Saved data entries:
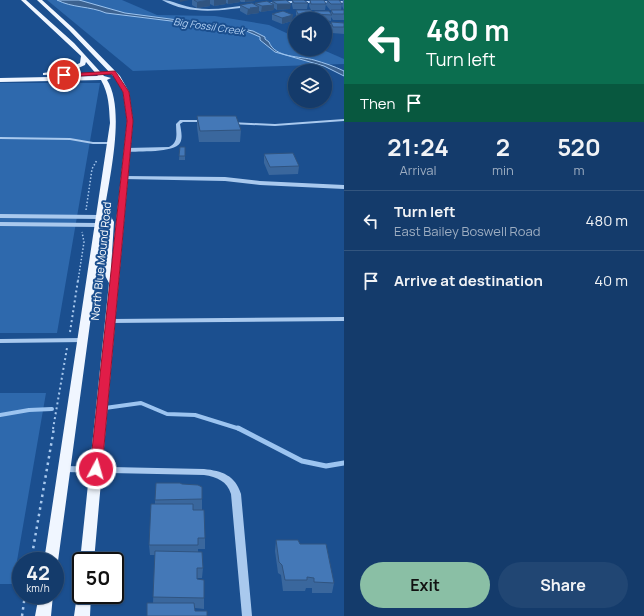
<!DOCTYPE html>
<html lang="en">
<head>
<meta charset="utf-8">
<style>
	:root { --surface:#143b6b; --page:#214673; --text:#f1f3f6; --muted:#9dadc1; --line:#33557e; --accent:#8abfa5 }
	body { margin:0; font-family:Manrope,sans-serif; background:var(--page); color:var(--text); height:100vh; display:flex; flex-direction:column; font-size:15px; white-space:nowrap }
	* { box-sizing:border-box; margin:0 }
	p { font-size:13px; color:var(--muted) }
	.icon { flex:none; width:22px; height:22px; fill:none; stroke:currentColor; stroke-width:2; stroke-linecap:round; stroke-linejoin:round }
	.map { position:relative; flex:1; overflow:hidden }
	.sheet { display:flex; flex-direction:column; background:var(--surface); width:300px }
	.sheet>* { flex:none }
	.guide { background:#0b6e4f; color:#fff; overflow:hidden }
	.buttons { position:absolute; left:288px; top:12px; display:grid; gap:8px }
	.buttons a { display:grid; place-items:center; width:44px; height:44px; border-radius:50%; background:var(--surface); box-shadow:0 1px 3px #0004,0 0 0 1px var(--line); font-size:20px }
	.speed { position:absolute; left:12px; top:552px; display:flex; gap:8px; font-size:20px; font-weight:700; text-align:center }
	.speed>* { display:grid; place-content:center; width:52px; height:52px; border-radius:50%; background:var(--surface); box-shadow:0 1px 3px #0004,0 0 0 1px var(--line); line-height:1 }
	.speed small { font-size:10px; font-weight:400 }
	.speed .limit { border:2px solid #111; border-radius:6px; background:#fff; color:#111 }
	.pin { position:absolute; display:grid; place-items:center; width:34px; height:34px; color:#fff; margin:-17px; border:2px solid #fff; border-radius:50%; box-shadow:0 1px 4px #0007 }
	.me { position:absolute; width:44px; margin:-22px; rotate:6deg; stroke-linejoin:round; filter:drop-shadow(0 0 3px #0008) }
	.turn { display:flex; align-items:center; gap:14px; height:84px; padding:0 16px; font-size:18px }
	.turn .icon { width:52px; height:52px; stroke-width:2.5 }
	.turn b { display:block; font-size:28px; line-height:34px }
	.then { display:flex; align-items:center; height:38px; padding:0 16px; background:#0003; gap:8px; font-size:15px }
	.eta { display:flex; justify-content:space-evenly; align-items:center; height:68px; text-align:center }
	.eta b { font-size:24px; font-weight:700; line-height:28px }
	.button { display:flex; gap:8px; margin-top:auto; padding:8px 16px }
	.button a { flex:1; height:46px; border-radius:24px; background:var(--accent); color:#111; font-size:16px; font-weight:700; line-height:46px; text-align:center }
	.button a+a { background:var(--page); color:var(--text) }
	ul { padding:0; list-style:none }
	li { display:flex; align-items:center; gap:12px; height:60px; padding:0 16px; border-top:1px solid var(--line) }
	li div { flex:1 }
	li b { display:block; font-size:15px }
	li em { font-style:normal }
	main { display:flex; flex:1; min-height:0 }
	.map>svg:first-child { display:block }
</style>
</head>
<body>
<main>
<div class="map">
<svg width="344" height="616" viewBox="0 0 344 616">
	<rect width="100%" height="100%" fill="#1b4f8f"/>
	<path fill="#2e69ad" d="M47,0H122L157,15L215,16L269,25L295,37V49H321L344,59V64L133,71Z
		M0,83H100L57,333H0Z
		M0,393H46L13,584H0Z"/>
	<path fill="#3c6290" stroke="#9cc4f0" d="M57,0H79L125,13L238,28L253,31L265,37V39L269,42C275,58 300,56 314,60C324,63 334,66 344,71V76L324,66L275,52L260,40V37L244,30L106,13C90,6 72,8 57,0Z"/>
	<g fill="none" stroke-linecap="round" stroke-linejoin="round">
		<path stroke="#9cc4f0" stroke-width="4" d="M105,408L141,403L167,414L195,415L240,429
			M0,415L29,410L52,409"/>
		<path stroke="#9cc4f0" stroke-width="5" d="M238,428L302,461L326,466L344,463"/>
		<path stroke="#a9c9ee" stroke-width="1.5" stroke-dasharray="1.5 2" stroke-linecap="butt" d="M86,210L92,169L97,160
			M78,281L84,242L82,232"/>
		<path stroke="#a9c9ee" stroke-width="2" stroke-dasharray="2 3" stroke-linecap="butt" d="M70,332L78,280
			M53,429L67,348"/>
		<path stroke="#a9c9ee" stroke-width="2.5" stroke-dasharray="2.5 4" stroke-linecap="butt" d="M31,561L54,428
			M22,616L25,595"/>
		<path fill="#a9c9ee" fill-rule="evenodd" d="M162,0C172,0 184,7 195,8C213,11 231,7 248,5L250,6C244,8 237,8 231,9C208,12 183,12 162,0Z
			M283,1H344V3H283L262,5L260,4Z
			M325,24H344V26H325Z
			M344,119V121L275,126L230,124L228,123L230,122L275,124Z
			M180,120H206L208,121L206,122H183L180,124C181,130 183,138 180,143C174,153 138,151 127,152L124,150L127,148L169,147C179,142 176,133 176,124Z
			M0,137L70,138L93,142H111L113,143L111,144H93L70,140L0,139Z
			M125,176L225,177L260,181L344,185V189L260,185L225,181L123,179L122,178Z
			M0,214L100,215L103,217L100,219L0,218Z
			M0,222L98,223L101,225L98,227L0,226Z
			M344,317V321L110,323L106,321L110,319Z
			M82,338H85L86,340L85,342L0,343V339Z
			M64,466L204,469C222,471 235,475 241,494L252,616H242L231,494C227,481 217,477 204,475L64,472L61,471L60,469L61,467Z"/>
		<path fill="#f0f6ff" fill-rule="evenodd" d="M21,0H26L74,43L104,76L111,78L107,80C126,110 109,179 104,214L110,215L114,222L111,269L127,121L123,92L115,78L69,30L37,0H42L73,28L120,76L129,92L133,121L94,561H81V563L80,561L109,283L101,268L106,222L104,220L58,561L55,566V561H44L110,123C109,107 109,94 101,80L0,82V78L98,76L86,62L85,65L65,74L43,75V73L64,70L80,63L81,56Z
			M79,590H81V595H91L90,616H74L77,595Z
			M39,595H53L51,616H35Z"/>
	</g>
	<path fill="#3a679d" d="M192,0H255V1L245,2H241L240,1V2L228,4L226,3V4L214,6L210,4V6L197,8L192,5Z
		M292,0L308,3L307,9H293L292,5Z
		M310,0L326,4L325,10H311L309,6Z
		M327,0L342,4L341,10H344L342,6L343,0H344V20H333L331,17V21L325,20V19H314L313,16L314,11L331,13V10H330L326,5Z
		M272,1L290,9L277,10L274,8V10L261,12L259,11V13L251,14L247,15L240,11V5H255V3L272,4Z
		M296,10L313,14V19H297L296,16Z
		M272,14L292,21L282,24L272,20Z
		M331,22L344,23V34L332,33V32L331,36L325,37V26L330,28Z
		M197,116L241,130L240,142H199L197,127Z
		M180,147H185V160H179Z
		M264,154L299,166L298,174L269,175L264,163Z
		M182,484L202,487V510L205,538V549H198V552L203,568L202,578H197L204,598V609L195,608V611L207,616L153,603L155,555H150L149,545L155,504V500Z
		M276,540L300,544L334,583L332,593H312V588H306L305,591H283L281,575L278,573L275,551Z"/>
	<path fill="#305480" d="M180,0H189L180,2Z
		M210,0V6L197,8V2Z
		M214,0H226V4L214,6Z
		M228,0H240V2L228,4Z
		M245,0H255V1L245,2Z
		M277,4H291L290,9L277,10Z
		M274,5V10L261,12L262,6Z
		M259,7V13L251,14L247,15L248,9L250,8Z
		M293,15L292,21L282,24V18Z
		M332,29L331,36L325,37V30Z"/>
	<path fill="#4478b7" stroke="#305480" d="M194,0H210L197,2Z
		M286,0L291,4H277L272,1Z
		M292,0H304L308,3H294Z
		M310,0H324L326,4H311Z
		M327,0H339L342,4H331Z
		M267,1L274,5L262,6L255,3Z
		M252,3L259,7L250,8L252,9H248L240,5Z
		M296,10H311L313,14H298Z
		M331,10H344V14H333Z
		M283,11L293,15L282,18L272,14Z
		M314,11H329L332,15L315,14Z
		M331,22L344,23V27H333Z
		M325,26L332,29L325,30Z
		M197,116H236L241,130L200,131Z
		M180,147H185V156H179Z
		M293,153L299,166L270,167L264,154Z
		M156,483H180L182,484L198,485L202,487V499L155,500Z
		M151,504H193V510H204L205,538H198V545H149Z
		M276,540H298L300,544H326L334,583L314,582V578L307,577V580H285L282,565L279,562Z
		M155,551L202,552L203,568H197V579L204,580V598L153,597Z
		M147,603H194L195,611H207V616H147Z"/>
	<path fill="#e11d48" stroke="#92132f" d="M115,71L129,92L133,121L102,469L100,472L96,473L92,472L90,469L127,121L123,92L112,74L64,77L61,75L64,74Z"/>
	<g text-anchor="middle" stroke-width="4" stroke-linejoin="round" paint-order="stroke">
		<g font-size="10" font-style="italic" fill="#b5d3f5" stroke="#1b4f8f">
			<text transform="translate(209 26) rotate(8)" y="4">Big Fossil Creek</text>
		</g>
		<g font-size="11" fill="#fff" stroke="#1b4f8f">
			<text transform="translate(101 261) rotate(-84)" y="4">North Blue Mound Road</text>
		</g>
	</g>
</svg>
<div class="buttons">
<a><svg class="icon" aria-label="sound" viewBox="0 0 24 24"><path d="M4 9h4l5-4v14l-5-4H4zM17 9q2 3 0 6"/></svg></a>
<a><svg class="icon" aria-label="layers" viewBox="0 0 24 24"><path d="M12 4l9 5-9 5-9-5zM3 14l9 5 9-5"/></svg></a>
</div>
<div class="speed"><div>42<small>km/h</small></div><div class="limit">50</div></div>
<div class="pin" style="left:64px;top:75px;background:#d93025"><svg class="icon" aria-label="arrive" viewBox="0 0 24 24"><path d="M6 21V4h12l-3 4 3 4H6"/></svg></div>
<svg class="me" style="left:96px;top:469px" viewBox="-20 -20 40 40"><circle r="17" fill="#e11d48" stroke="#fff" stroke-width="3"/><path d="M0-11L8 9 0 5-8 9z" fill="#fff"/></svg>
</div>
<section class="sheet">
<div class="guide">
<div class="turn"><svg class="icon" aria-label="left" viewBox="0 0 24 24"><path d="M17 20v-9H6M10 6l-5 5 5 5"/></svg><div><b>480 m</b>Turn left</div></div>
<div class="then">Then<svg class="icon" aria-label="arrive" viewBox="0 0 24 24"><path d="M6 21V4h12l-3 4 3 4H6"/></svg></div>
</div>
<div class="eta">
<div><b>21:24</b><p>Arrival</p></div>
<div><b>2</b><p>min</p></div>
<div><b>520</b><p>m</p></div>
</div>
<ul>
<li><svg class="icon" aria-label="left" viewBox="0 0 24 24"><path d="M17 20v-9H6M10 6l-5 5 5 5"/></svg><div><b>Turn left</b><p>East Bailey Boswell Road</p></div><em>480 m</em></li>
<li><svg class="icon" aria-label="arrive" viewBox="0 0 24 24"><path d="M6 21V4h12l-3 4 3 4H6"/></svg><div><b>Arrive at destination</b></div><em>40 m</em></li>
</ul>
<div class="button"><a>Exit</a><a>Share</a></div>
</section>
</main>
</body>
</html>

BRIEF ::
With "hidden" as the string to look for, count the matching lines in the entries above and report only the number.

ANSWER TO THIS PROBLEM ::
2